Trying to appeal to a younger, more diverse demographic is no longer a matter of if, but how. The youngest generation in the United States — those born after 1996 — is the country's most racially and ethnically diverse generation, and is on its way to becoming the best-educated generation yet, according to data from the Washington, D.C.-based Pew Research Center. Nearly half — 48% — of Zoomers come from communities of color.
Diversity and inclusion must become bigger strategic imperatives in the food retail industry, because having a diverse workforce offers the advantage of evaluating business problems and opportunities from multiple perspectives. Retailers that leverage this opportunity will also have a more thorough understanding of their consumer base.

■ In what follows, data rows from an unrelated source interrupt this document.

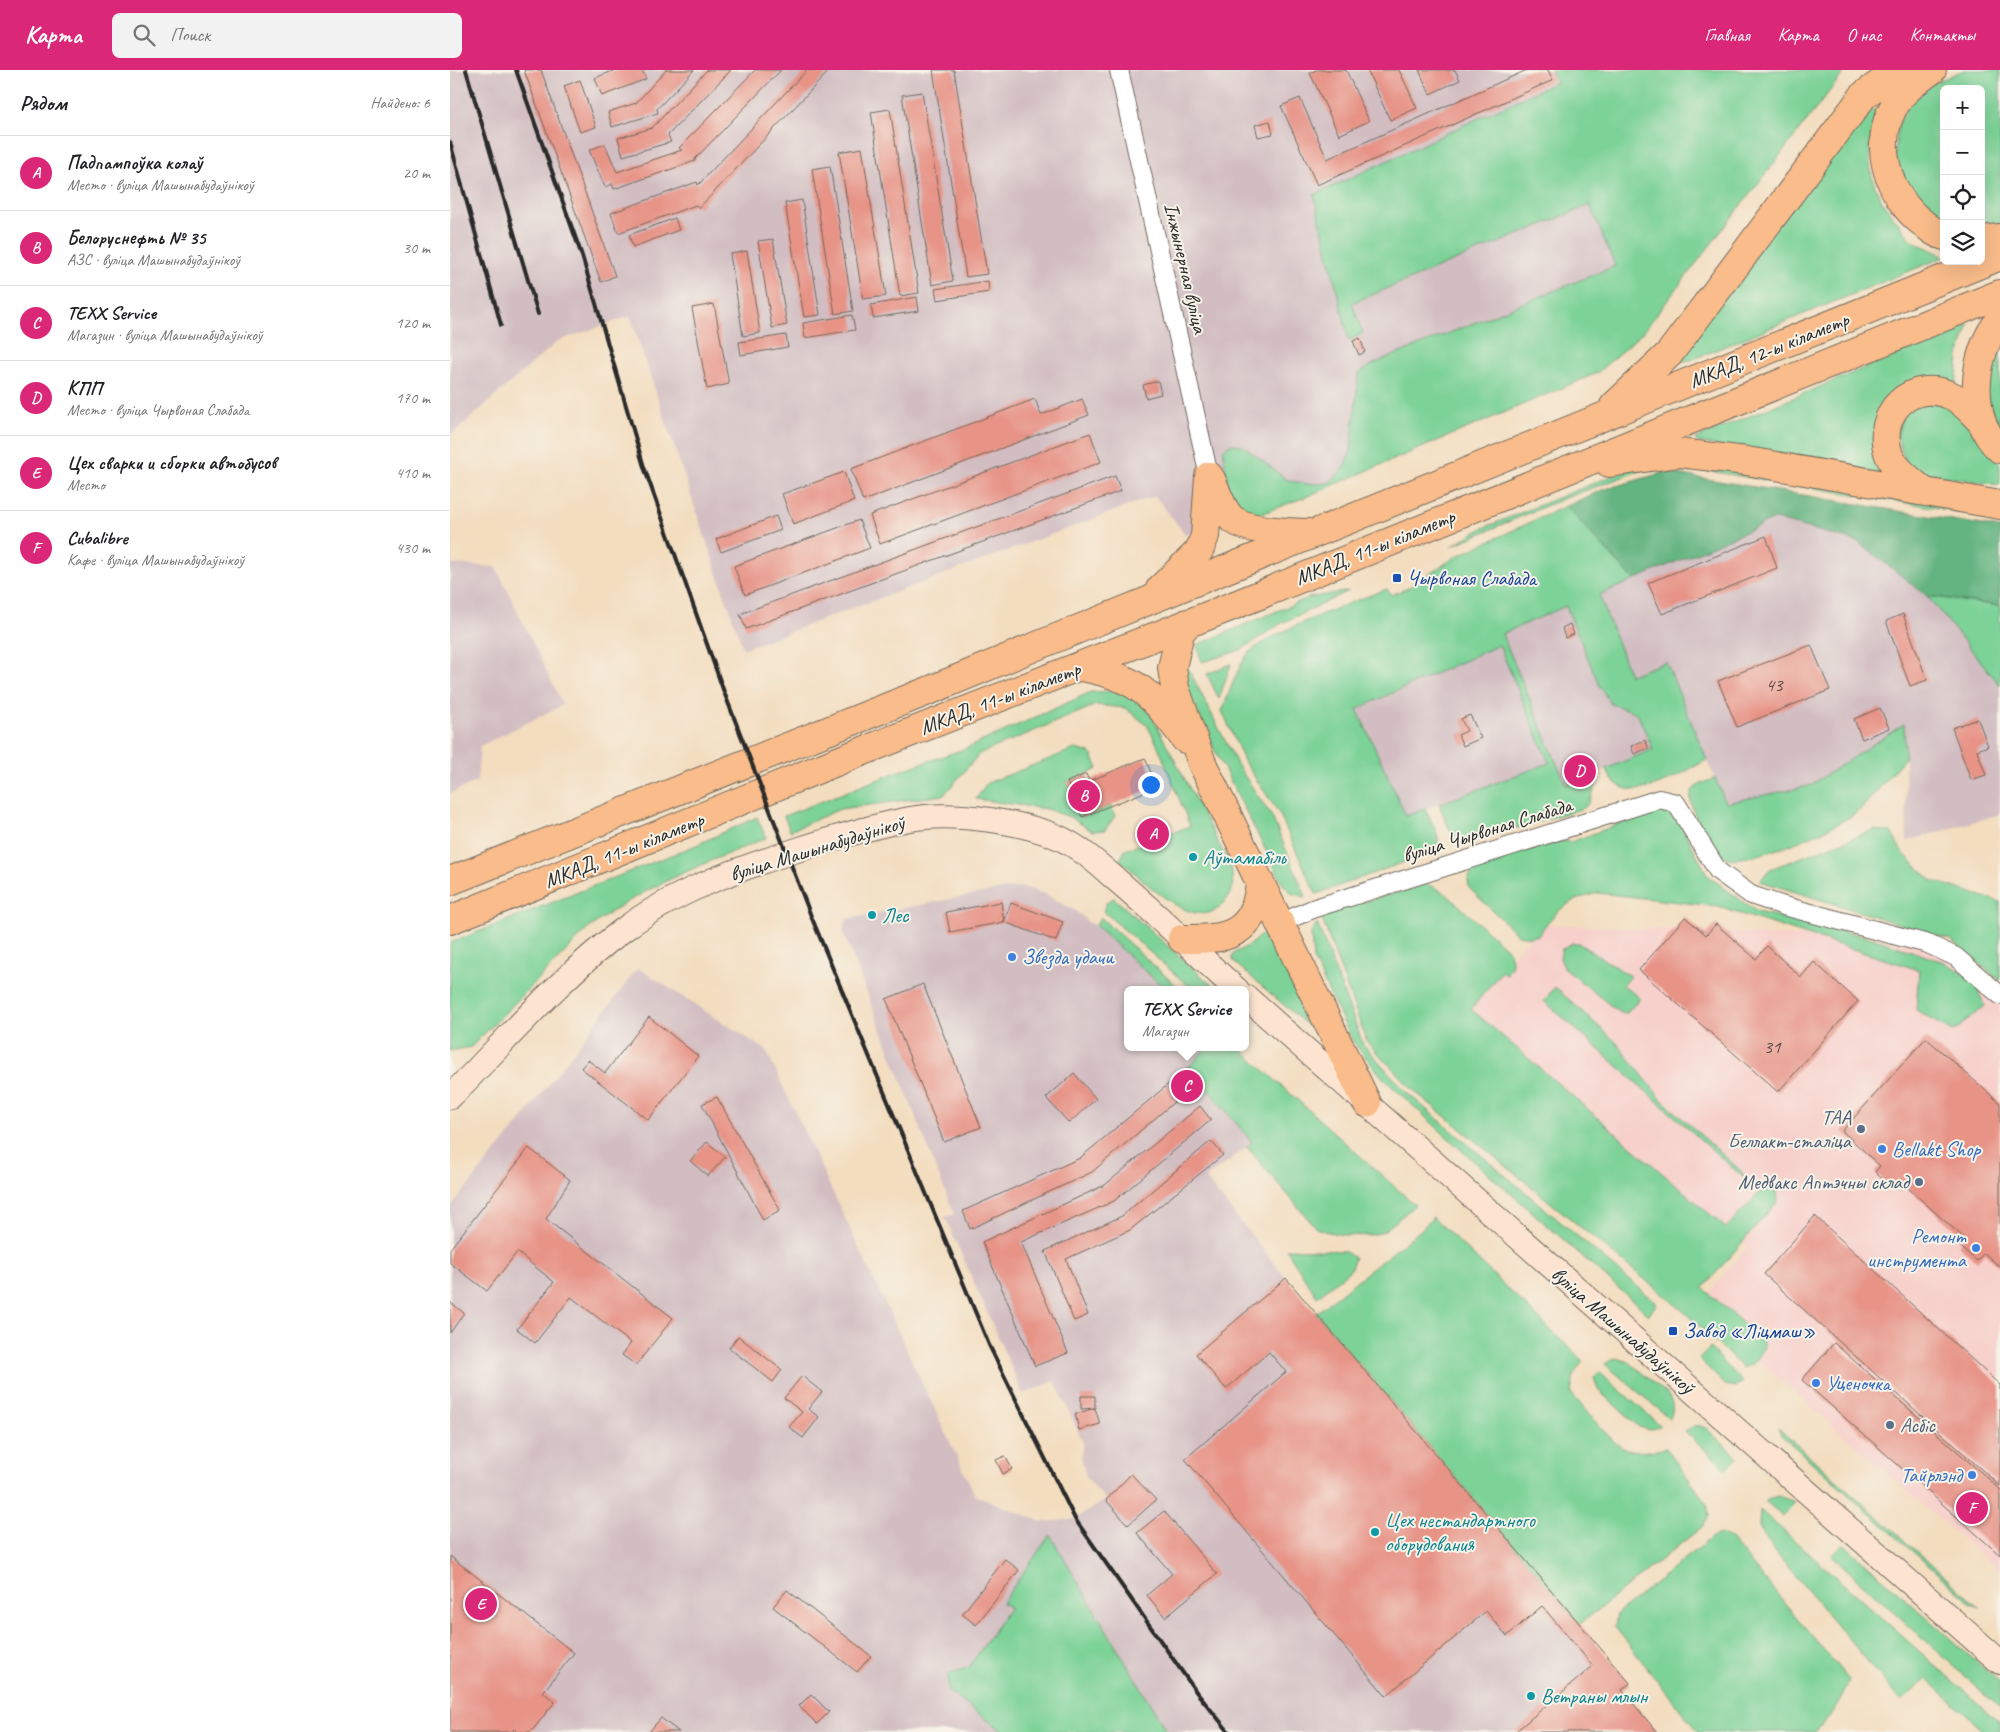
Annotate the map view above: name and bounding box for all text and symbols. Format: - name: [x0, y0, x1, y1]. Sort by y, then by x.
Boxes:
- search box: [112, 13, 462, 58]
- text: Карта: [25, 20, 82, 50]
- icon: search: [130, 21, 158, 49]
- text: Поиск: [170, 23, 210, 47]
- text: Главная: [1705, 24, 1750, 46]
- text: Карта: [1778, 24, 1819, 46]
- text: О нас: [1847, 24, 1882, 46]
- text: Контакты: [1910, 24, 1975, 46]
- map controls: [1940, 85, 1985, 265]
- button: +: [1940, 85, 1985, 130]
- text: Рядом: [20, 90, 67, 116]
- text: Найдено: 6: [370, 93, 430, 113]
- button: −: [1940, 130, 1985, 175]
- text: Падпампоўка колаў: [67, 151, 202, 175]
- text: A: [32, 163, 40, 183]
- text: 20 m: [403, 163, 430, 183]
- text: Место · вуліца Машынабудаўнікоў: [67, 175, 254, 195]
- button: locate: [1940, 175, 1985, 220]
- street label: Інжынерная вуліца: [1158, 200, 1214, 338]
- button: layers: [1940, 220, 1985, 265]
- text: Белоруснефть № 35: [67, 226, 206, 250]
- text: B: [32, 238, 40, 258]
- text: 30 m: [403, 238, 430, 258]
- text: АЗС · вуліца Машынабудаўнікоў: [67, 250, 240, 270]
- text: TEXX Service: [67, 301, 156, 325]
- street label: МКАД, 12-ы кіламетр: [1685, 306, 1854, 394]
- text: C: [32, 313, 40, 333]
- text: 120 m: [396, 313, 430, 333]
- text: Магазин · вуліца Машынабудаўнікоў: [67, 325, 263, 345]
- text: КПП: [67, 376, 102, 400]
- text: D: [31, 388, 41, 408]
- text: 170 m: [396, 388, 430, 408]
- text: Место · вуліца Чырвоная Слабада: [67, 400, 249, 420]
- text: Цех сварки и сборки автобусов: [67, 451, 276, 475]
- text: E: [32, 463, 40, 483]
- text: 410 m: [396, 463, 430, 483]
- text: Место: [67, 475, 105, 495]
- street label: МКАД, 11-ы кіламетр: [1291, 503, 1460, 591]
- text: Cubalibre: [67, 526, 128, 550]
- text: F: [32, 538, 40, 558]
- text: 430 m: [396, 538, 430, 558]
- text: Кафе · вуліца Машынабудаўнікоў: [67, 550, 244, 570]
- place label: Чырвоная Слабада: [1407, 565, 1539, 591]
- marker: Чырвоная Слабада: [1391, 572, 1403, 584]
- street label: МКАД, 11-ы кіламетр: [916, 655, 1085, 741]
- house number: 43: [1765, 673, 1784, 697]
- pin: D: [1564, 752, 1596, 790]
- your location: [1138, 772, 1164, 798]
- pin: B: [1068, 777, 1100, 815]
- street label: вуліца Чырвоная Слабада: [1399, 791, 1577, 868]
- street label: МКАД, 11-ы кіламетр: [540, 806, 709, 894]
- street label: вуліца Машынабудаўнікоў: [726, 809, 909, 887]
- pin: A: [1137, 815, 1169, 853]
- place label: Аўтамабіль: [1203, 844, 1287, 870]
- marker: Аўтамабіль: [1187, 851, 1199, 863]
- place label: Лес: [882, 902, 910, 928]
- marker: Лес: [866, 909, 878, 921]
- place label: Звезда удачи: [1022, 944, 1115, 970]
- marker: Звезда удачи: [1006, 951, 1018, 963]
- popup: [1124, 986, 1249, 1051]
- text: TEXX Service: [1142, 997, 1231, 1021]
- text: Магазин: [1142, 1021, 1189, 1041]
- house number: 31: [1763, 1035, 1782, 1059]
- pin: C: [1171, 1067, 1203, 1105]
- place label: ТАА Беллакт-сталіца: [1728, 1104, 1853, 1154]
- marker: ТАА Беллакт-сталіца: [1855, 1123, 1867, 1135]
- place label: Bellakt Shop: [1892, 1136, 1982, 1162]
- marker: Bellakt Shop: [1876, 1143, 1888, 1155]
- place label: Медвакс Аптэчны склад: [1738, 1169, 1912, 1195]
- marker: Медвакс Аптэчны склад: [1913, 1176, 1925, 1188]
- place label: Ремонт инструмента: [1867, 1223, 1968, 1273]
- marker: Ремонт инструмента: [1970, 1242, 1982, 1254]
- street label: вуліца Машынабудаўнікоў: [1546, 1261, 1701, 1400]
- place label: Завод «Ліцмаш»: [1683, 1318, 1816, 1344]
- marker: Завод «Ліцмаш»: [1667, 1325, 1679, 1337]
- place label: Уценочка: [1826, 1370, 1892, 1396]
- marker: Уценочка: [1810, 1377, 1822, 1389]
- place label: Асбіс: [1900, 1412, 1937, 1438]
- marker: Асбіс: [1884, 1419, 1896, 1431]
- place label: Тайрлэнд: [1901, 1462, 1964, 1488]
- marker: Тайрлэнд: [1966, 1469, 1978, 1481]
- pin: F: [1956, 1489, 1988, 1527]
- place label: Цех нестандартного оборудования: [1385, 1507, 1536, 1557]
- marker: Цех нестандартного оборудования: [1369, 1526, 1381, 1538]
- pin: E: [465, 1585, 497, 1623]
- place label: Ветраны млын: [1541, 1683, 1649, 1709]
- marker: Ветраны млын: [1525, 1690, 1537, 1702]

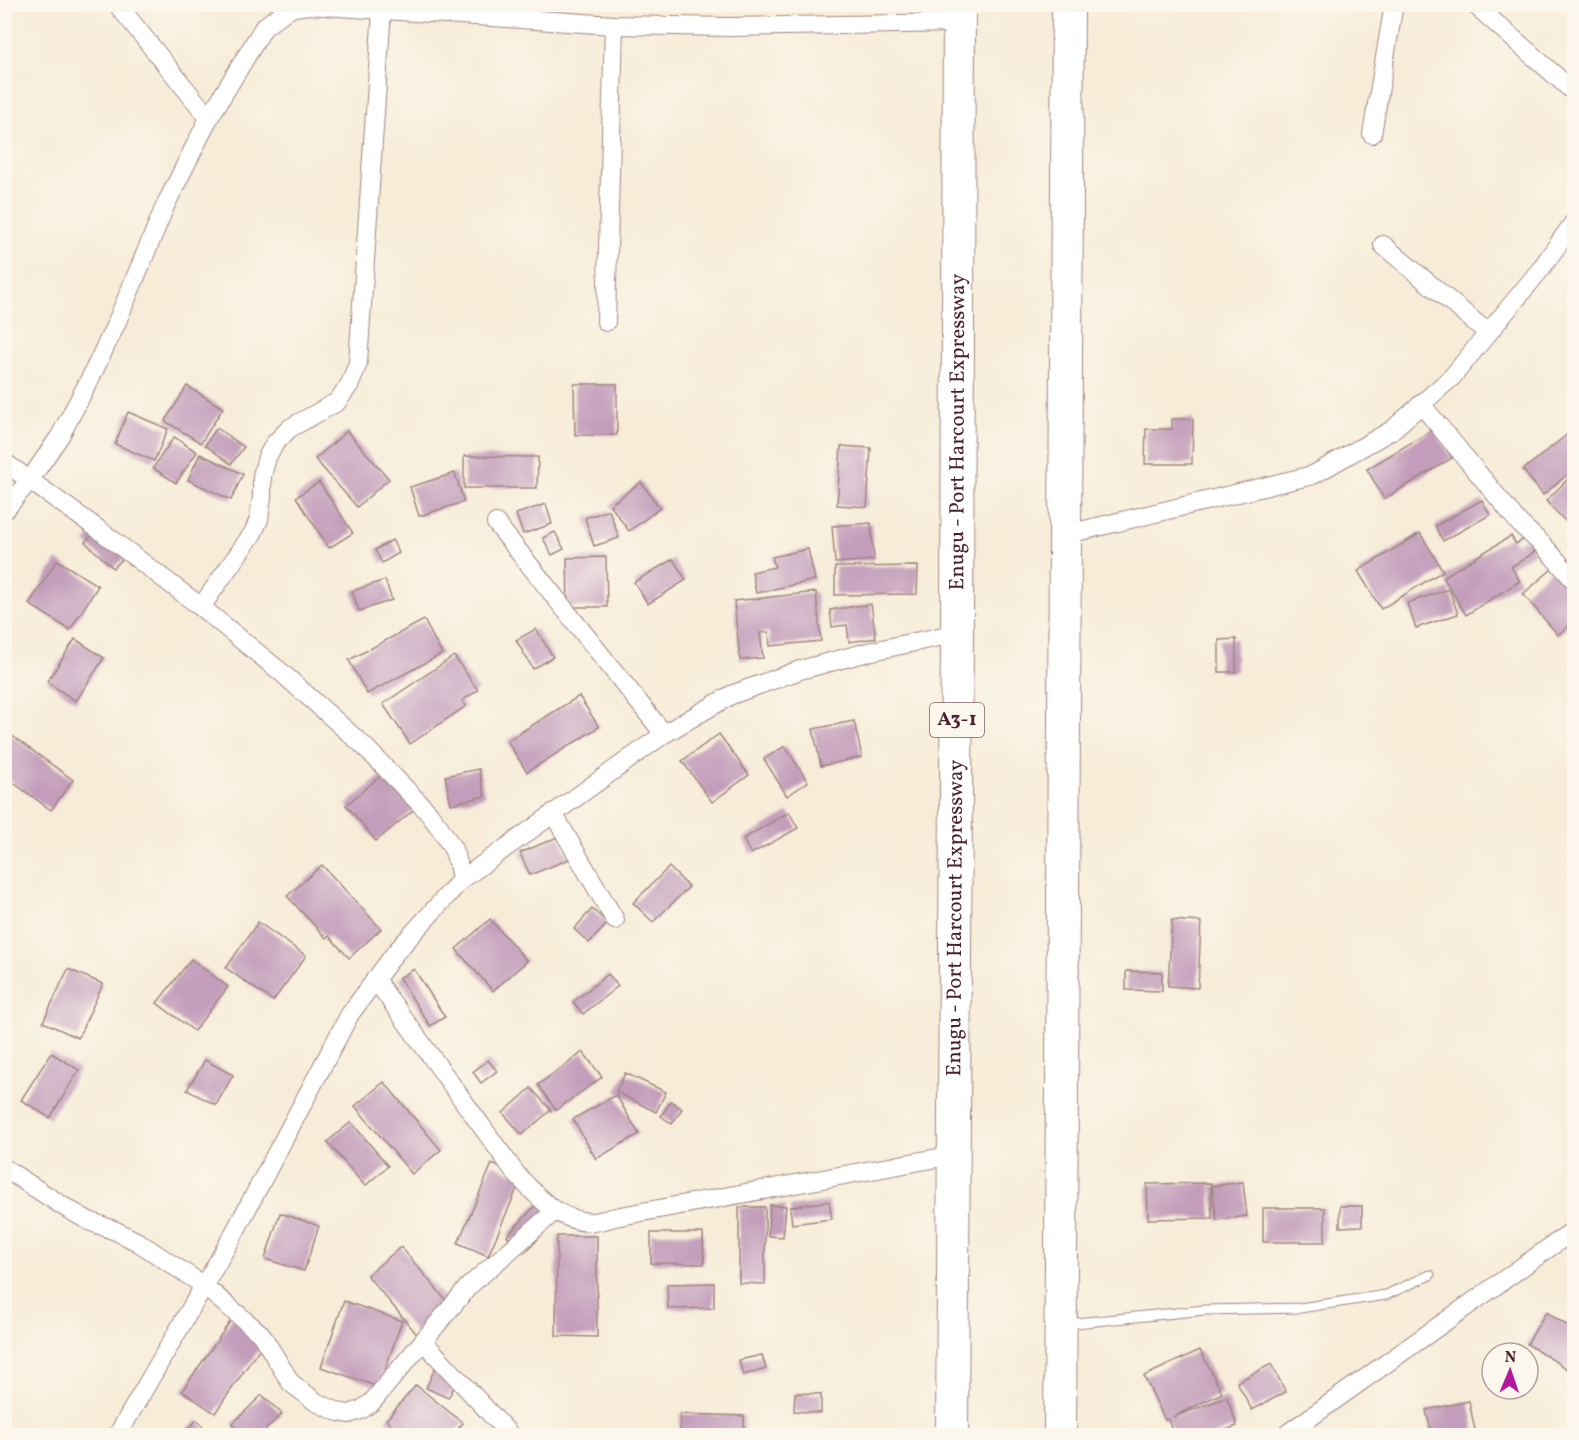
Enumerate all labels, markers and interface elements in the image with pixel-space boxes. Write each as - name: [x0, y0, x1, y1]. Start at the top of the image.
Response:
- street label: Enugu - Port Harcourt Expressway: [943, 273, 973, 590]
- road number: A3-1: [930, 703, 984, 737]
- street label: Enugu - Port Harcourt Expressway: [940, 759, 971, 1076]
- north arrow: [1480, 1341, 1540, 1401]
- text: N: [1504, 1347, 1517, 1369]

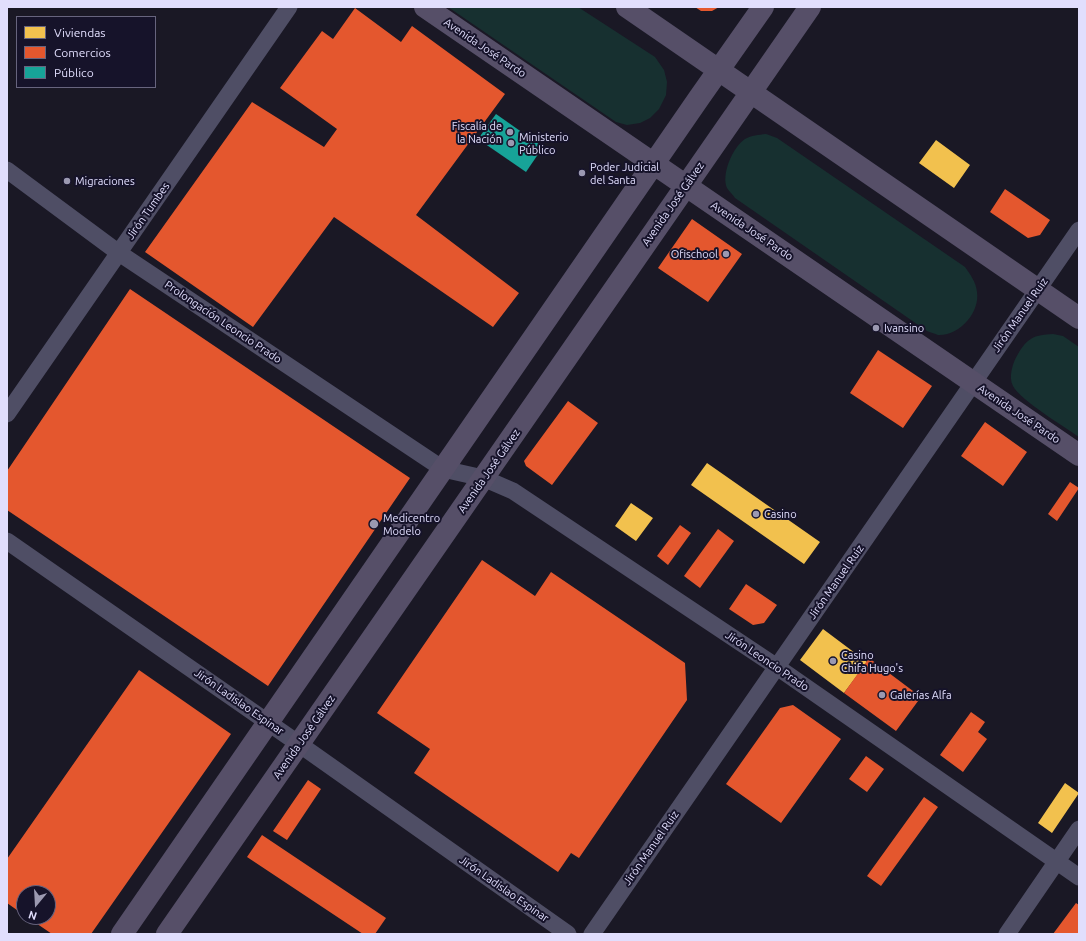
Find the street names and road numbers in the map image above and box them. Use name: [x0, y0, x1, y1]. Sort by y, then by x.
street label: Avenida José Pardo: [441, 16, 529, 80]
street label: Avenida José Gálvez: [639, 159, 707, 249]
street label: Jirón Tumbes: [124, 180, 172, 242]
street label: Avenida José Pardo: [708, 199, 796, 263]
street label: Jirón Manuel Ruiz: [989, 275, 1051, 355]
street label: Prolongación Leoncio Prado: [162, 278, 284, 366]
street label: Avenida José Pardo: [975, 382, 1063, 446]
street label: Avenida José Gálvez: [455, 426, 523, 516]
street label: Jirón Manuel Ruiz: [805, 542, 867, 622]
street label: Jirón Leoncio Prado: [723, 628, 811, 694]
street label: Jirón Ladislao Espinar: [192, 666, 286, 738]
street label: Avenida José Gálvez: [270, 692, 338, 782]
street label: Jirón Manuel Ruiz: [620, 808, 682, 888]
street label: Jirón Ladislao Espinar: [457, 853, 551, 925]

With nearly half the members of Gen Z identifying as a racial or ethnic minority, organizations that prioritize diversity and inclusion initiatives will have a huge leg up in recruiting and retaining the next-generation workforce.
At the same time, women are making some leadership gains in retail. Today, retail has the highest representation of women in the top job of CEO among large sectors in the Russell 3000: About 7% of retail CEOs are women, versus about 5% in the broader index. Many of these gains aren’t being felt in the more male-dominated world of grocery, however. Food retailers must do a better job of carving a path to leadership for women by empowering them in their organizations and across the industry to drive female leadership toward parity.
Other key factors driving workforce transformation in food retailing in 2020 and beyond include a decrease in the number of physical store positions as the nature of work is redefined by technology, including artificial intelligence, machine learning, virtual reality and robotics. However, this decrease will be offset by growth in jobs across the sectors of delivery, customer service, logistics and technology.
“As unemployment rates stay low, there are other areas that can help retailers drive growth, in the form of automation and tools and other resources that can help their workers work more effectively,” Zender says. “But if retailers are not thinking about their business in a manner that’s a little different, that takes advantage of technology and other tools and resources, they certainly should be.”